Let $a_n=\sqrt[n]n-1$. Does $\sum_{n=1}^\infty a_n$ converge?

## 6 Answers

Hint: $$\sqrt[n]n = e^{\frac{\log n}{n}} > 1+\frac{\log n}{n}$$

• How was this taken ? Commented Jun 12, 2013 at 16:05
• Not sure what you mean, @RajindaWickrama. Commented Jun 12, 2013 at 16:16
• How is e^(ln(n)/n) > 1 + ln(n)/n Commented Jun 12, 2013 at 16:23
• Since $e^x = \sum_{n=0}^\infty \frac{x^n}{n!}$, when $x>0$, this means that $e^x > 1+x$, since $1+x$ is just the first two terms of the series. Then $x=\frac{\log n}{n}$ to get our result. Commented Jun 12, 2013 at 16:25
• Thanks for the explanation Commented Jun 12, 2013 at 16:33

$$a_n=n^{1/n}-1= e^{\log{n}/n}-1 \sim \frac{\log{n}}{n}$$

The sum diverges by comparison with the sum of $b_n=1/n$.

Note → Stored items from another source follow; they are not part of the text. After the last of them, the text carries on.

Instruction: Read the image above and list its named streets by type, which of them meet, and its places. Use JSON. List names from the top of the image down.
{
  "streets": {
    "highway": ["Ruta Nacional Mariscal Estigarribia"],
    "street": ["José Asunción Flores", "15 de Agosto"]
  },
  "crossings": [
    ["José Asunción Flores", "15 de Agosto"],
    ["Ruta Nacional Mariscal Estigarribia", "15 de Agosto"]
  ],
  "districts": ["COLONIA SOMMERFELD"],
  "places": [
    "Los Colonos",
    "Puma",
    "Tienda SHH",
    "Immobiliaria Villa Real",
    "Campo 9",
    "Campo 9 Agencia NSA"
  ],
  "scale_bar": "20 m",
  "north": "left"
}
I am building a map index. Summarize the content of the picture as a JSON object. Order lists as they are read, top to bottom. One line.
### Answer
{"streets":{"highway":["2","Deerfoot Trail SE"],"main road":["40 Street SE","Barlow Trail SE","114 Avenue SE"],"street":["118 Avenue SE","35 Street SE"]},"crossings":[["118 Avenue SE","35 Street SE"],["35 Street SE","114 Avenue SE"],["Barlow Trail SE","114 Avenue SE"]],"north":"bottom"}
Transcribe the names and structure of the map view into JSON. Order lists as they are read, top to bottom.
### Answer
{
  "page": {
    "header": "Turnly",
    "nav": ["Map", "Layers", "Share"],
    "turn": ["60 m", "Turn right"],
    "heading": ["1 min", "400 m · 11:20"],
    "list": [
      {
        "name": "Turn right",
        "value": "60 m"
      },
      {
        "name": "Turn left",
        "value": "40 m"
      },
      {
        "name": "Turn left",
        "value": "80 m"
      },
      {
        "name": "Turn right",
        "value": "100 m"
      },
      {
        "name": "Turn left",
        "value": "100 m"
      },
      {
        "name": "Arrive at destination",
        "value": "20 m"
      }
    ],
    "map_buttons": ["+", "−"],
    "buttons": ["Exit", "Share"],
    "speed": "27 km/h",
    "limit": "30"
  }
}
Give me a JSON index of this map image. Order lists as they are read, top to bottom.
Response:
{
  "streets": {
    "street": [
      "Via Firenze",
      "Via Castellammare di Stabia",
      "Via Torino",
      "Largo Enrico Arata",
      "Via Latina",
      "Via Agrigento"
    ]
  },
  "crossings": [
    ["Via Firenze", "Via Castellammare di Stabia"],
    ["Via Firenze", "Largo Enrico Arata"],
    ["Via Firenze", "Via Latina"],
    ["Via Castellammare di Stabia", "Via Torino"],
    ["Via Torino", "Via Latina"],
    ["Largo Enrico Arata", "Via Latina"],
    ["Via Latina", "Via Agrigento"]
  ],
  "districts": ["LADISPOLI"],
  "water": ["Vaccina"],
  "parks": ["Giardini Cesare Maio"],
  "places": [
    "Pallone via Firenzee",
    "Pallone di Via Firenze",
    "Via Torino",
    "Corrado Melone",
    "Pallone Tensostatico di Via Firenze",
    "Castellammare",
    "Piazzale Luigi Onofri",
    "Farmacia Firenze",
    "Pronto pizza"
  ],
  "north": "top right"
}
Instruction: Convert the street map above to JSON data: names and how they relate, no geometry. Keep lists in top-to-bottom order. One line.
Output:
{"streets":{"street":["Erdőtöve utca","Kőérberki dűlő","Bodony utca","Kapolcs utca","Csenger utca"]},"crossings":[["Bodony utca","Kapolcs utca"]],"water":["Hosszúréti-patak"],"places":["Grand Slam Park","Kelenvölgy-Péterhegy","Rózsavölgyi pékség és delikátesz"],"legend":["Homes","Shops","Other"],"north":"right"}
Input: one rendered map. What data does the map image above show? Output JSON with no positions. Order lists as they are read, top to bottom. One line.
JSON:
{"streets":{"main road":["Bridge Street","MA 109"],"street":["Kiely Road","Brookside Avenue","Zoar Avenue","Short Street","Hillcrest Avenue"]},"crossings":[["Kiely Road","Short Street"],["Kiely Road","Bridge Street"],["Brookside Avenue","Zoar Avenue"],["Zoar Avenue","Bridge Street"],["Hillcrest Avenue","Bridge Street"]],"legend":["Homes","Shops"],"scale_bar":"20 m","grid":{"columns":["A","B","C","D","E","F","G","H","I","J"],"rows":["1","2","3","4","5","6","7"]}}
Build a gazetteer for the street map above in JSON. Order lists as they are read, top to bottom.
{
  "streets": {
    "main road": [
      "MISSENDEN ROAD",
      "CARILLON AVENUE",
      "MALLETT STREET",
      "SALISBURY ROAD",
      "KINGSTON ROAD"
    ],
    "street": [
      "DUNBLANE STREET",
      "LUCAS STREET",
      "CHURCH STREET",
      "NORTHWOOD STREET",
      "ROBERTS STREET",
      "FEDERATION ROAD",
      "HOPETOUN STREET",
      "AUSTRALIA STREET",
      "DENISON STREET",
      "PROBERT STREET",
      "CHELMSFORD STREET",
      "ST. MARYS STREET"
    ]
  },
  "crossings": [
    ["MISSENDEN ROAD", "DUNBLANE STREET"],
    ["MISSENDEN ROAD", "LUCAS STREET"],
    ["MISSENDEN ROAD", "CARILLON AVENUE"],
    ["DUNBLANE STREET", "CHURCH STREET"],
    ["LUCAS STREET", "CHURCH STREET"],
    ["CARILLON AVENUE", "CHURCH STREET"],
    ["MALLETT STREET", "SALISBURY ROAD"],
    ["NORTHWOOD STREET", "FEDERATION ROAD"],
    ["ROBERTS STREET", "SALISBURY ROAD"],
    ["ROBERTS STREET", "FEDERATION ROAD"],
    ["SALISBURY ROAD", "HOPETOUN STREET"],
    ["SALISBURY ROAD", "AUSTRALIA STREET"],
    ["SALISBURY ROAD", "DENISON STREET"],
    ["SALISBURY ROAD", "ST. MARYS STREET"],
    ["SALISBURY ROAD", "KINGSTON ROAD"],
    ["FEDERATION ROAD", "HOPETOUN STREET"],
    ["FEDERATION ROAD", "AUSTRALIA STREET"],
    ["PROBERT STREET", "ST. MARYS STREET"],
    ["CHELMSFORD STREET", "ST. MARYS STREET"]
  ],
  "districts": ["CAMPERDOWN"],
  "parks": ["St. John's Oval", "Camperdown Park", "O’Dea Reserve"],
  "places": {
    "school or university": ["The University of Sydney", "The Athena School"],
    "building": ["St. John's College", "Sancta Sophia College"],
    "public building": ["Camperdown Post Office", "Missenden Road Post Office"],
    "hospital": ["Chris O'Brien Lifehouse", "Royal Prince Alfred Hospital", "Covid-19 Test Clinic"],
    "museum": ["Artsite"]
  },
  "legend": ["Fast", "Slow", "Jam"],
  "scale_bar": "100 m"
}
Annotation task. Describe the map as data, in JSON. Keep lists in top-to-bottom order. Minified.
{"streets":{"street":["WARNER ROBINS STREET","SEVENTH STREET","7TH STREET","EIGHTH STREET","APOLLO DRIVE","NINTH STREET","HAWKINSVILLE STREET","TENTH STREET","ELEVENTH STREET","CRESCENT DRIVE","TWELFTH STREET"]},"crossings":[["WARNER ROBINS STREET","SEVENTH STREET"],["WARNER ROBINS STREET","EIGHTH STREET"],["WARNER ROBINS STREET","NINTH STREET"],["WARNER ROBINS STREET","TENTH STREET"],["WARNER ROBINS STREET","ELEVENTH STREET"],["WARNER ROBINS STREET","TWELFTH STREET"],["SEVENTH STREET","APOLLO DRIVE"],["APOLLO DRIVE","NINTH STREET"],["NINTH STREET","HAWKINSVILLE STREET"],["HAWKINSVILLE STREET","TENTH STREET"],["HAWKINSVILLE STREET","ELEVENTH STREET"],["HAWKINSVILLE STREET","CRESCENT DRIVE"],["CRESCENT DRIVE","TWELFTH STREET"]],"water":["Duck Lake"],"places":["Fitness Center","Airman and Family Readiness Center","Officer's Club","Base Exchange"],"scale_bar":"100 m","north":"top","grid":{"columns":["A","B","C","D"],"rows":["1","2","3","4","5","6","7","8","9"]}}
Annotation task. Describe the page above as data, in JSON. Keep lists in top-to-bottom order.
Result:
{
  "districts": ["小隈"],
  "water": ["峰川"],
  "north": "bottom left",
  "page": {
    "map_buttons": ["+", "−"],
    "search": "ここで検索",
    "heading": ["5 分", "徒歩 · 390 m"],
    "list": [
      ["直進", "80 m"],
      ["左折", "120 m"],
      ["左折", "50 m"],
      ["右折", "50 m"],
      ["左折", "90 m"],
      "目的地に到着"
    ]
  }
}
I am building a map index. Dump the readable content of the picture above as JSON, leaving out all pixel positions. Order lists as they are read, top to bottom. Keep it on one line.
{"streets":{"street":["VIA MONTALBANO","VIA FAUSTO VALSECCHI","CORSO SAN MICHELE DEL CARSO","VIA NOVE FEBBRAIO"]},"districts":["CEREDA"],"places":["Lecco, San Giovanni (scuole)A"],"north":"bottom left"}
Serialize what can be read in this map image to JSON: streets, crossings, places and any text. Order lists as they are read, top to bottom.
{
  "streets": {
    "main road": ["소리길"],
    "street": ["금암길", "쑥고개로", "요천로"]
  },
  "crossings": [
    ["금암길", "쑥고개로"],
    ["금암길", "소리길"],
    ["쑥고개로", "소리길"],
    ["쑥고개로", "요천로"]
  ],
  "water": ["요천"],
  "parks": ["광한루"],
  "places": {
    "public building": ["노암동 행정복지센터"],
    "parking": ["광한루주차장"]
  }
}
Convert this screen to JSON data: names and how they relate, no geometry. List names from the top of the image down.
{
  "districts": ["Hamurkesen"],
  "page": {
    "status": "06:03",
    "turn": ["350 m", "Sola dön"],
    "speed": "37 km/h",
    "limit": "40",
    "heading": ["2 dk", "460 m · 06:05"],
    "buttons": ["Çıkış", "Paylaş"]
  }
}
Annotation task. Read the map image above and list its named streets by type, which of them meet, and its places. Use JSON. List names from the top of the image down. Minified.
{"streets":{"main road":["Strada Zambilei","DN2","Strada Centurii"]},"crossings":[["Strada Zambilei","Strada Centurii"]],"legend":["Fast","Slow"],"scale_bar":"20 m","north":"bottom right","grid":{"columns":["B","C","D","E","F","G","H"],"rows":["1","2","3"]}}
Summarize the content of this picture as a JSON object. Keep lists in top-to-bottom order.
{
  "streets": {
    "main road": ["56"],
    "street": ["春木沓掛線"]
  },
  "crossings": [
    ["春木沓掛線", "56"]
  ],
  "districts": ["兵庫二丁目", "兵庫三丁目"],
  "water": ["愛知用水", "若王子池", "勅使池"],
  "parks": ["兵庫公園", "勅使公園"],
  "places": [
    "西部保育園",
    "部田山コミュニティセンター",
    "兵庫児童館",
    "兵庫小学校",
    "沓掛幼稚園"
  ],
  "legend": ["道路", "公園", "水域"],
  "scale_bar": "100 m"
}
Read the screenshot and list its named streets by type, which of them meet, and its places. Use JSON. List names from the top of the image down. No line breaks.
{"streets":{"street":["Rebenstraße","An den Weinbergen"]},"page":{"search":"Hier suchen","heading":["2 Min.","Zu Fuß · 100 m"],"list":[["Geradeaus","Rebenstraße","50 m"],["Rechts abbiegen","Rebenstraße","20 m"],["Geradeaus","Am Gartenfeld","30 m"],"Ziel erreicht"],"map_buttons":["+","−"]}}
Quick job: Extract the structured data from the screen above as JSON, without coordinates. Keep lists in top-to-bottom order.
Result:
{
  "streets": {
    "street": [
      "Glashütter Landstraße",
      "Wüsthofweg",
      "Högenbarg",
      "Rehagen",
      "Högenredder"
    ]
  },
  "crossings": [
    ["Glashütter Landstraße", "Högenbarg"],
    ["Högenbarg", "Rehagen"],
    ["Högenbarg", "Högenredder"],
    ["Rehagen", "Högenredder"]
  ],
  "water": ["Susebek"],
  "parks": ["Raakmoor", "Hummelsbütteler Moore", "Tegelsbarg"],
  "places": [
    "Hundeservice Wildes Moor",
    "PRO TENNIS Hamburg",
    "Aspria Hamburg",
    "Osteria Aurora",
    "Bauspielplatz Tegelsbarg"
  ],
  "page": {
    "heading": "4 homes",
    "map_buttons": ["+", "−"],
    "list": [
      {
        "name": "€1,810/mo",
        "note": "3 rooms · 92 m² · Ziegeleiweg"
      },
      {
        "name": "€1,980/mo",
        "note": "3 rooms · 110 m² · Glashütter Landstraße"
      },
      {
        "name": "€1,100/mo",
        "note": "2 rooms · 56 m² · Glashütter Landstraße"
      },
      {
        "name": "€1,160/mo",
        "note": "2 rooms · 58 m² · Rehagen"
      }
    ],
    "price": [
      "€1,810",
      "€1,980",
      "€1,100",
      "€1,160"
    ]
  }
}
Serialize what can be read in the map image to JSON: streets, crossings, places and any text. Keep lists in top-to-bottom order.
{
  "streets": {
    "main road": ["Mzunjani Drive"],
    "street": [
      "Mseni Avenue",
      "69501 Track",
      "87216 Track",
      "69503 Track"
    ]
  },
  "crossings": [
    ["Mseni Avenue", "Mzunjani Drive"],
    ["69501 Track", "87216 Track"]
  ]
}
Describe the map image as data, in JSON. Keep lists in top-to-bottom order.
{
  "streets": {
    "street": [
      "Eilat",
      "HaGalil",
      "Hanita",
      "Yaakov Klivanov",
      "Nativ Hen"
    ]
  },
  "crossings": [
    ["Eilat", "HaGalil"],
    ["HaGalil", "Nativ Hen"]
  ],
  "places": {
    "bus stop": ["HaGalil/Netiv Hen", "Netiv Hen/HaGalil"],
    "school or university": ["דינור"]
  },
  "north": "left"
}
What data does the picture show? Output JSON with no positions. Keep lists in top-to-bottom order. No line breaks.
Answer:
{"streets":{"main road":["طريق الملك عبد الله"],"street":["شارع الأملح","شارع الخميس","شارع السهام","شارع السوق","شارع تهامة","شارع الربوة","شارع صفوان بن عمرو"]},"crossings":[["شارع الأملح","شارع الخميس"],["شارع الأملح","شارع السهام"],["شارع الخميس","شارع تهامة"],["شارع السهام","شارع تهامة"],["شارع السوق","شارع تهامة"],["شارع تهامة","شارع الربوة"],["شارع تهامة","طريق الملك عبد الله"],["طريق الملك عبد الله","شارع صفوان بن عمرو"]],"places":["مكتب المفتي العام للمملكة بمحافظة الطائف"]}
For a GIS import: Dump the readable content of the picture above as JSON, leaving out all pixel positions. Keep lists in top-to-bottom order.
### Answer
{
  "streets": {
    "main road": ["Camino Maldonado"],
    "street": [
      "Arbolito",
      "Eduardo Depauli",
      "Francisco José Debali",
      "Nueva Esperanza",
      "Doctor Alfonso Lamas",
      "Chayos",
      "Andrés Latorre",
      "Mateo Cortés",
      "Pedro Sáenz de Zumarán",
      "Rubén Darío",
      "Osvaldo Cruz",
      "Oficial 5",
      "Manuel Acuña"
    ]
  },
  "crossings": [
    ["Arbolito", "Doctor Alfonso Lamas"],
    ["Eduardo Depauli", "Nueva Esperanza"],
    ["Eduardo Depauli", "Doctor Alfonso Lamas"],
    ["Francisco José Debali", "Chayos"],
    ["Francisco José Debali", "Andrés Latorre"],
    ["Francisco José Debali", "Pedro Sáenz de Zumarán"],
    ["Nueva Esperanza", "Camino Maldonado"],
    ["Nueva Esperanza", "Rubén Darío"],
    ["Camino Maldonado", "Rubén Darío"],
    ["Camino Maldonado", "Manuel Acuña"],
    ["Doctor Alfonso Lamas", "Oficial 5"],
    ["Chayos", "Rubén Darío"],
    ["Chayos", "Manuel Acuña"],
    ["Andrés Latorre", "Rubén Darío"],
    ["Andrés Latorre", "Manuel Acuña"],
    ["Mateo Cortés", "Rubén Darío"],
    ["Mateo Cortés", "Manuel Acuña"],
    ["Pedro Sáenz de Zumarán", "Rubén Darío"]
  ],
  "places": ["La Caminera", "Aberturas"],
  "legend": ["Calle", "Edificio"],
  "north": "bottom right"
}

From $\left(1+\frac1n\right)^n\to e$, we conclude $$\left(1+\frac1n\right)^n<3<n=(1+a_n)^n$$ for almost all $n$. Hence $a_n>\frac1n$ for almost all $n$ and $\sum a_n$ diverges.

Remark: We don't even need the introduction of $e$. The observation $$\left(1+\frac1n\right)^n=\sum_{k=0}^n{n\choose k}n^{-k}\le \sum_{k=0}^n\frac1{k!}<1+\sum_{k=1}^ \infty 2^{1-k} =3$$ suffices for an "elementary" approach.

• The "observation" is very nice, I don't think I'd seen that. Commented Jul 3, 2013 at 6:11

$$\sqrt[n]{n}-1=\frac{n-1}{\sqrt[n]{n^{n-1}}+\sqrt[n]{n^{n-2}}+...+1}\geq \frac{n-1}{n\sqrt[n]{n^{n-1}}}=\frac{n-1}{n}\frac{1}{n^{\frac{n-1}{n}}}=\frac{n-1}{n}\frac{\sqrt[n]{n}}{n}>\frac{n-1}{n}\frac{1}{n}$$

Now use that for all $n >2$ we have

$$\frac{n-1}{n}\frac{1}{n}>\frac{1}{2}\frac{1}{n} \,,$$

or limit compare it to the harmonic series.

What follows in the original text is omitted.